Manufactured nuclear components under stresses induced through normal operations cause mechanical fatigue and strain. Depending on their magnitude and distribution they can contribute to increasing the expected life of a component or for its premature failure. Using Barkhausen noise we can analyze the microstructural characteristics without damaging the sample through magnetization or acoustics. The samples in our case are ferromagnetic metals, also known as ferrous metals, from heat treated and rolled steel. A Rollscan 300 instrument and Microscan 600 software were used to acquire Barkhausen noise data from fatigued steel samples. MATLAB software and R software were used to evaluate results of the Microscan 600 to better understand the signal processing algorithms.
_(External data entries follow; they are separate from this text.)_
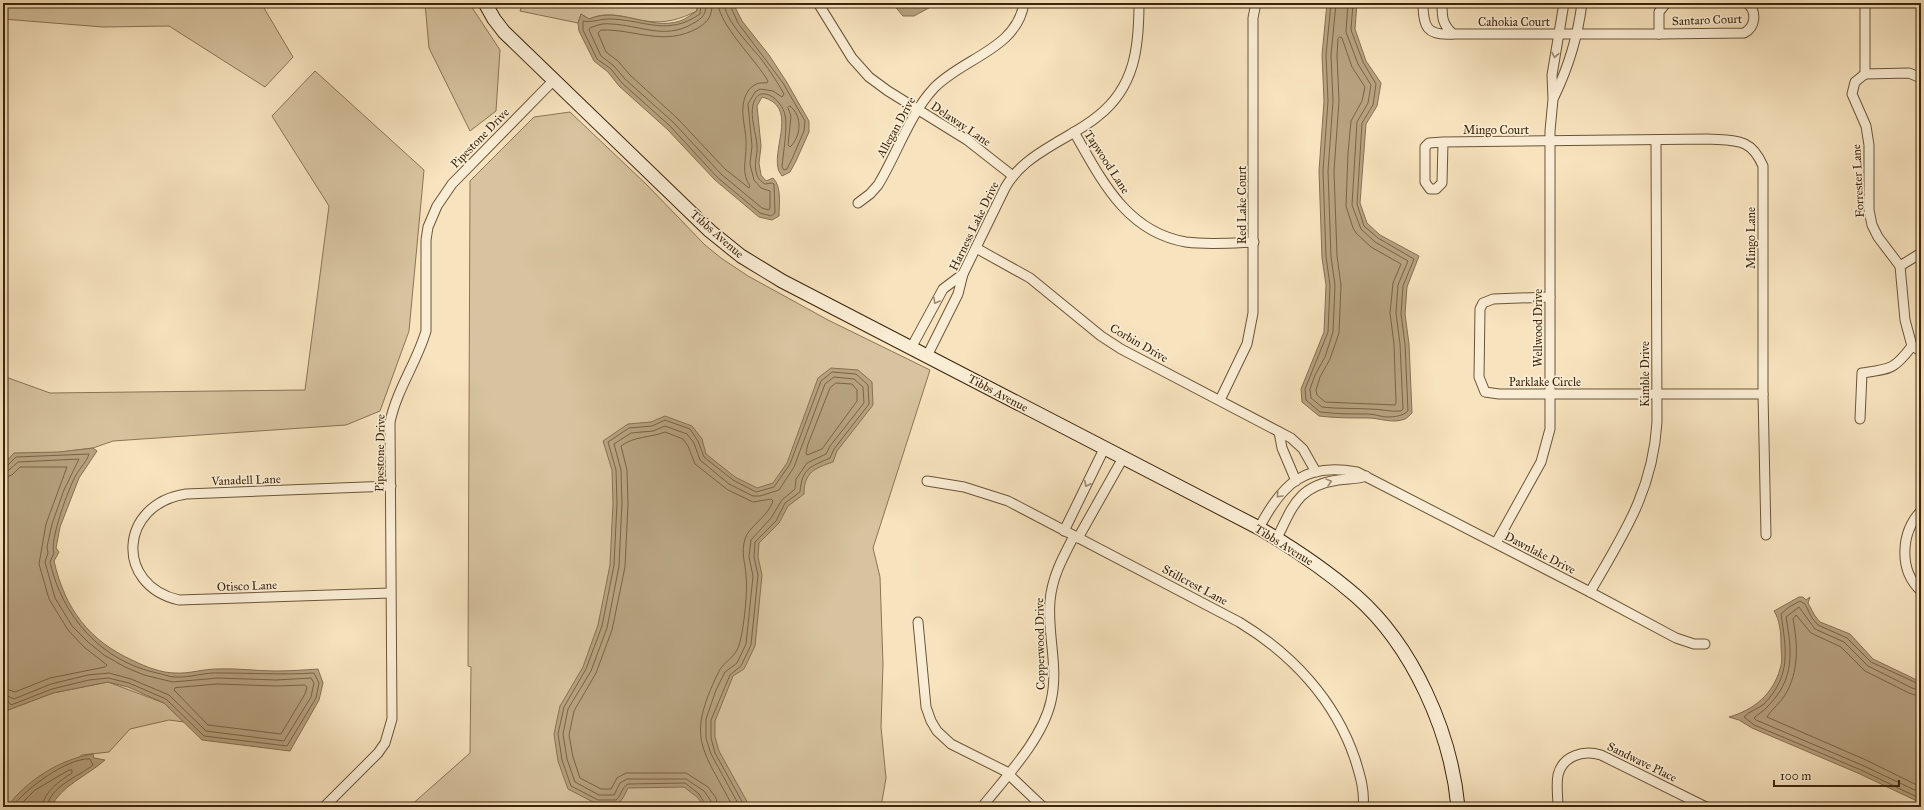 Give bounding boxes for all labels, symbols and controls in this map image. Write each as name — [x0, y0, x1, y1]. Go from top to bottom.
street label: Santaro Court — [1672, 12, 1743, 28]
street label: Cahokia Court — [1478, 15, 1551, 29]
one-way arrow — [1551, 52, 1560, 58]
street label: Allegan Drive — [873, 94, 919, 161]
street label: Delaway Lane — [928, 99, 994, 149]
street label: Pipestone Drive — [448, 105, 512, 171]
street label: Mingo Court — [1463, 123, 1530, 138]
street label: Tapwood Lane — [1081, 128, 1133, 196]
street label: Forrester Lane — [1849, 144, 1867, 218]
street label: Red Lake Court — [1235, 165, 1249, 244]
street label: Harness Lake Drive — [946, 179, 1002, 273]
street label: Tibbs Avenue — [687, 207, 747, 261]
street label: Mingo Lane — [1744, 207, 1759, 269]
street label: Wellwood Drive — [1531, 289, 1545, 367]
one-way arrow — [934, 297, 941, 305]
street label: Corbin Drive — [1107, 321, 1171, 365]
street label: Kimble Drive — [1638, 341, 1652, 407]
street label: Tibbs Avenue — [966, 371, 1030, 415]
street label: Parklake Circle — [1509, 375, 1581, 389]
street label: Pipestone Drive — [372, 414, 388, 492]
street label: Vanadell Lane — [210, 472, 281, 488]
one-way arrow — [1325, 478, 1332, 487]
one-way arrow — [1084, 479, 1092, 487]
one-way arrow — [1277, 490, 1284, 497]
street label: Tibbs Avenue — [1252, 522, 1316, 568]
street label: Dawnlake Drive — [1502, 529, 1578, 577]
street label: Stillcrest Lane — [1160, 562, 1230, 608]
street label: Otisco Lane — [217, 578, 277, 594]
street label: Copperwood Drive — [1032, 598, 1048, 690]
street label: Sandwave Place — [1605, 739, 1679, 785]
scale bar — [1774, 762, 1899, 788]
text: 100 m — [1780, 769, 1811, 783]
In order to find a correlation we used a two random variable probability distribution function (PDF). plot We found the difference between the three positions taken on the given sample at each strain level, and with a 95% confidence level we created a plot of data points that found a loose correlation in the data results between both perpendicular and parallel testing. Using these results we can compare older sets of data and create an accurate prediction of stress levels induced upon nuclear components. We hope to create more precise predictions in the near future using alternative methods, such as statistical calibration techniques to find closer one‐to‐one correlations.


Jeff Griffin

Lab site

Pacific Northwest National Laboratory (PNNL)

Funding Acknowledgement

This material is based upon work supported by the S.D. Bechtel, Jr. Foundation and by the National Science Foundation under Grant No. 0952013. Any opinions, findings, and conclusions or recommendations expressed in this material are those of the authors and do not necessarily reflect the views of the S.D. Bechtel, Jr. Foundation or the National Science Foundation. This project has also been made possible with support of the National Marine Sanctuary Foundation. The STAR program is administered by the Cal Poly Center for Excellence in Science and Mathematics Education (CESaME) on behalf of the California State University (CSU).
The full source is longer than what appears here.